◆ **Task to complete**: In the copy you make of the entries, no picture should appear, and every word must match.

◆ **Source data**:
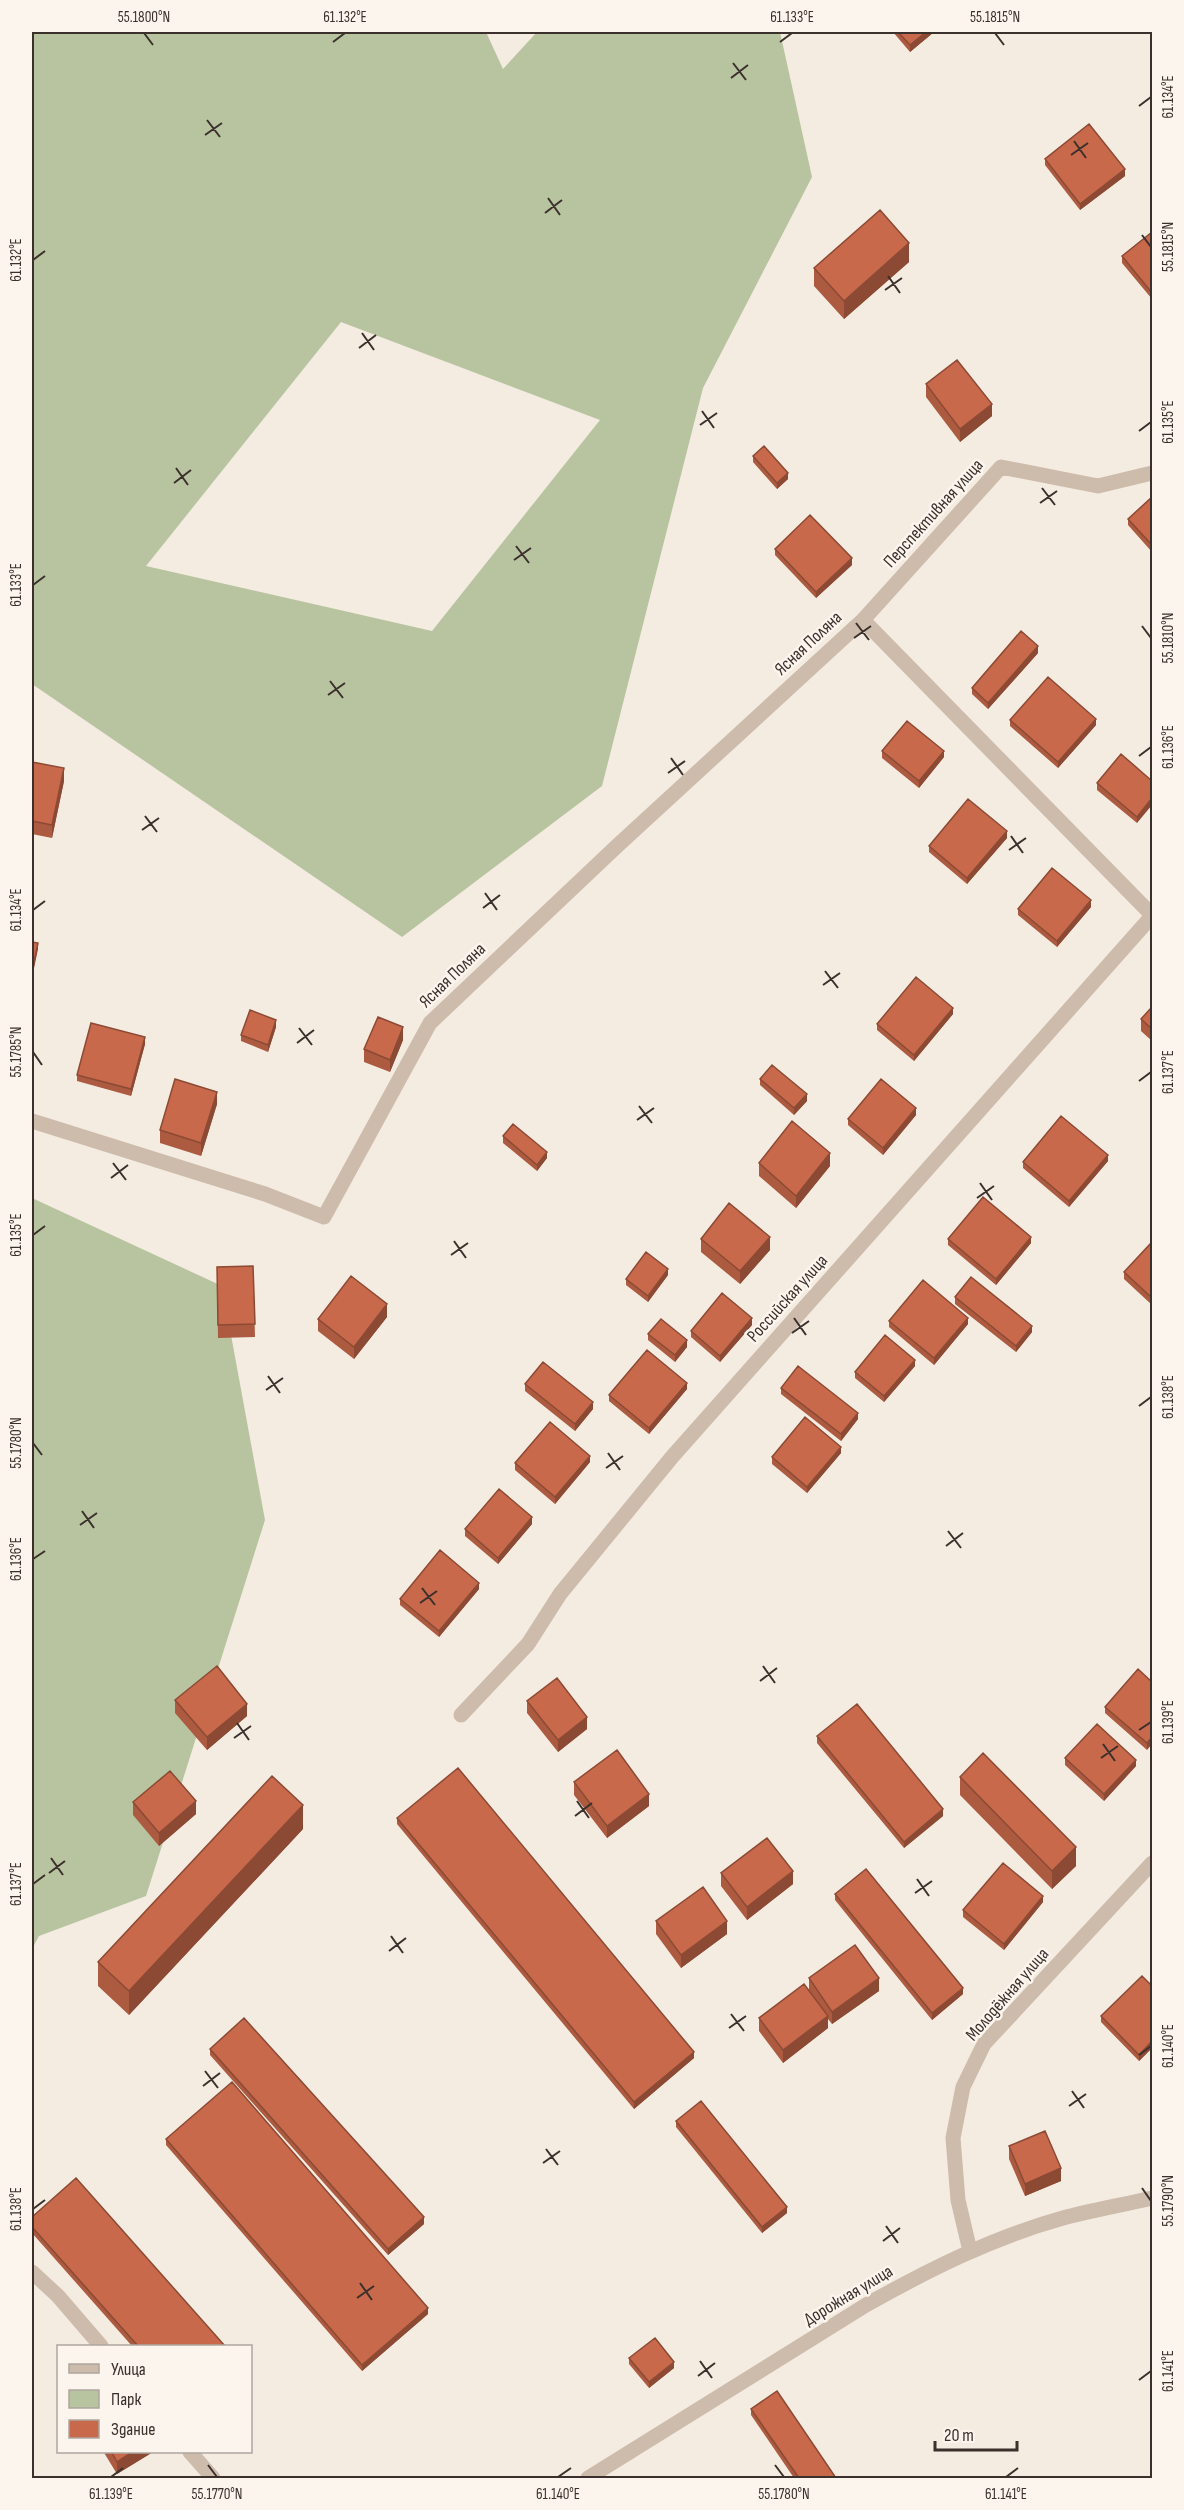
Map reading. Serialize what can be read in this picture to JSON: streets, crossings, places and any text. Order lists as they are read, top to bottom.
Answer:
{
  "streets": {
    "street": [
      "Перспективная улица",
      "Ясная Поляна",
      "Российская улица",
      "Молодёжная улица",
      "Дорожная улица"
    ]
  },
  "crossings": [
    ["Перспективная улица", "Ясная Поляна"],
    ["Молодёжная улица", "Дорожная улица"]
  ],
  "legend": ["Улица", "Парк", "Здание"],
  "scale_bar": "20 m",
  "coordinates": [
    "55.1800°N",
    "61.132°E",
    "61.133°E",
    "55.1815°N",
    "61.134°E",
    "61.135°E",
    "55.1810°N",
    "61.136°E",
    "55.1785°N",
    "61.137°E",
    "61.138°E",
    "55.1780°N",
    "61.139°E",
    "61.140°E",
    "55.1790°N",
    "61.141°E",
    "55.1770°N"
  ]
}
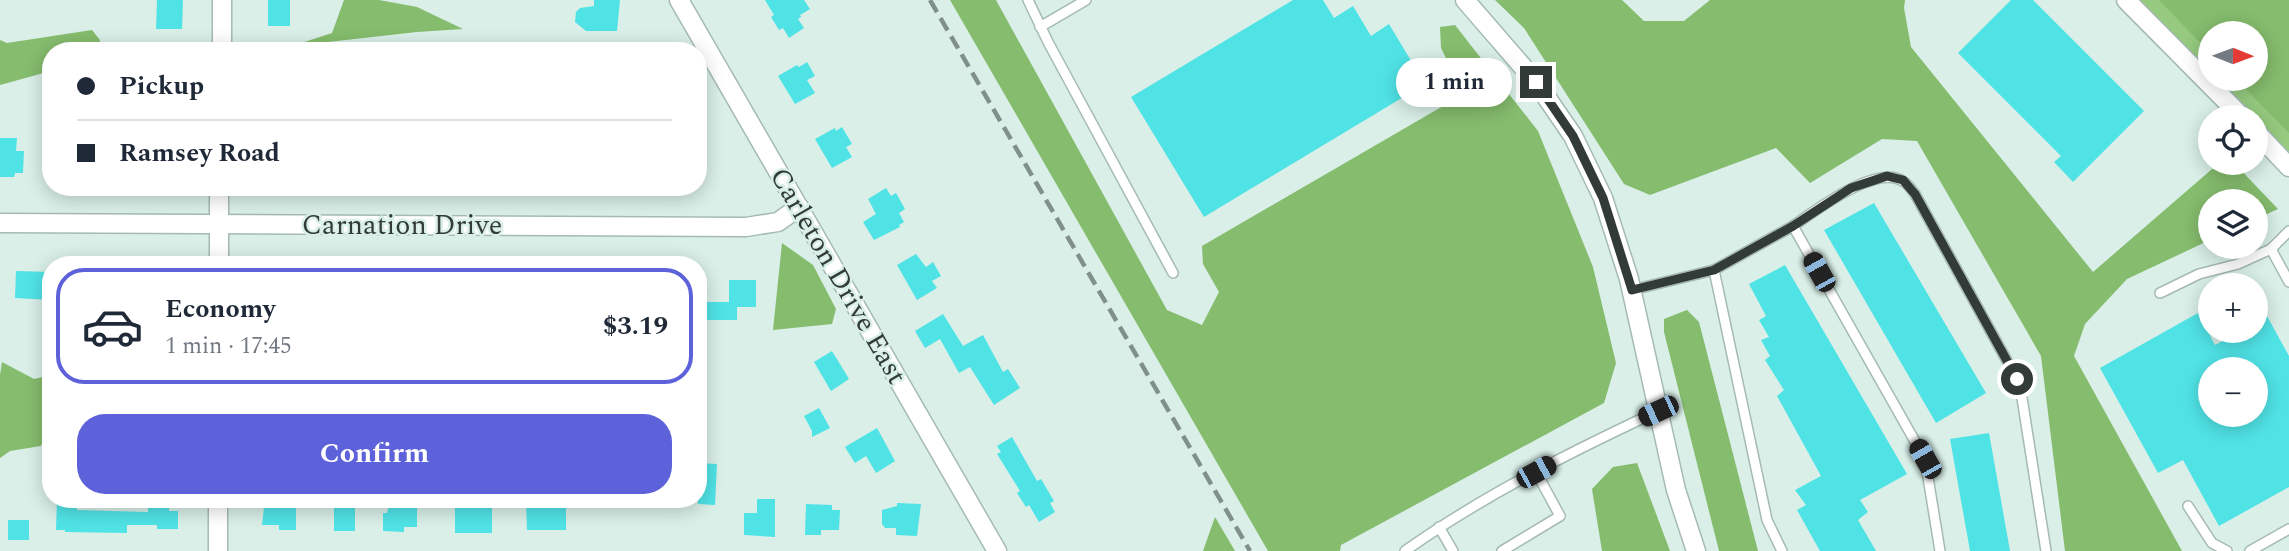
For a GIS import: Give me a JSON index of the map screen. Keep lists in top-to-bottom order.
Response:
{
  "streets": {
    "street": ["Carnation Drive", "Carleton Drive East"]
  },
  "crossings": [
    ["Carnation Drive", "Carleton Drive East"]
  ],
  "north": "right",
  "page": {
    "map_buttons": ["+", "−"],
    "banner": ["Pickup", "Ramsey Road"],
    "bubble": "1 min",
    "list": [
      {
        "name": "Economy",
        "note": "1 min · 17:45",
        "value": "$3.19"
      }
    ],
    "buttons": "Confirm"
  }
}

◆ **Output below**:
Map reading. Serialize what can be read in this picture to JSON: streets, crossings, places and any text. Order lists as they are read, top to bottom.
Answer:
{
  "streets": {
    "street": [
      "Перспективная улица",
      "Ясная Поляна",
      "Российская улица",
      "Молодёжная улица",
      "Дорожная улица"
    ]
  },
  "crossings": [
    ["Перспективная улица", "Ясная Поляна"],
    ["Молодёжная улица", "Дорожная улица"]
  ],
  "legend": ["Улица", "Парк", "Здание"],
  "scale_bar": "20 m",
  "coordinates": [
    "55.1800°N",
    "61.132°E",
    "61.133°E",
    "55.1815°N",
    "61.134°E",
    "61.135°E",
    "55.1810°N",
    "61.136°E",
    "55.1785°N",
    "61.137°E",
    "61.138°E",
    "55.1780°N",
    "61.139°E",
    "61.140°E",
    "55.1790°N",
    "61.141°E",
    "55.1770°N"
  ]
}
For a GIS import: Give me a JSON index of the map screen. Keep lists in top-to-bottom order.
Response:
{
  "streets": {
    "street": ["Carnation Drive", "Carleton Drive East"]
  },
  "crossings": [
    ["Carnation Drive", "Carleton Drive East"]
  ],
  "north": "right",
  "page": {
    "map_buttons": ["+", "−"],
    "banner": ["Pickup", "Ramsey Road"],
    "bubble": "1 min",
    "list": [
      {
        "name": "Economy",
        "note": "1 min · 17:45",
        "value": "$3.19"
      }
    ],
    "buttons": "Confirm"
  }
}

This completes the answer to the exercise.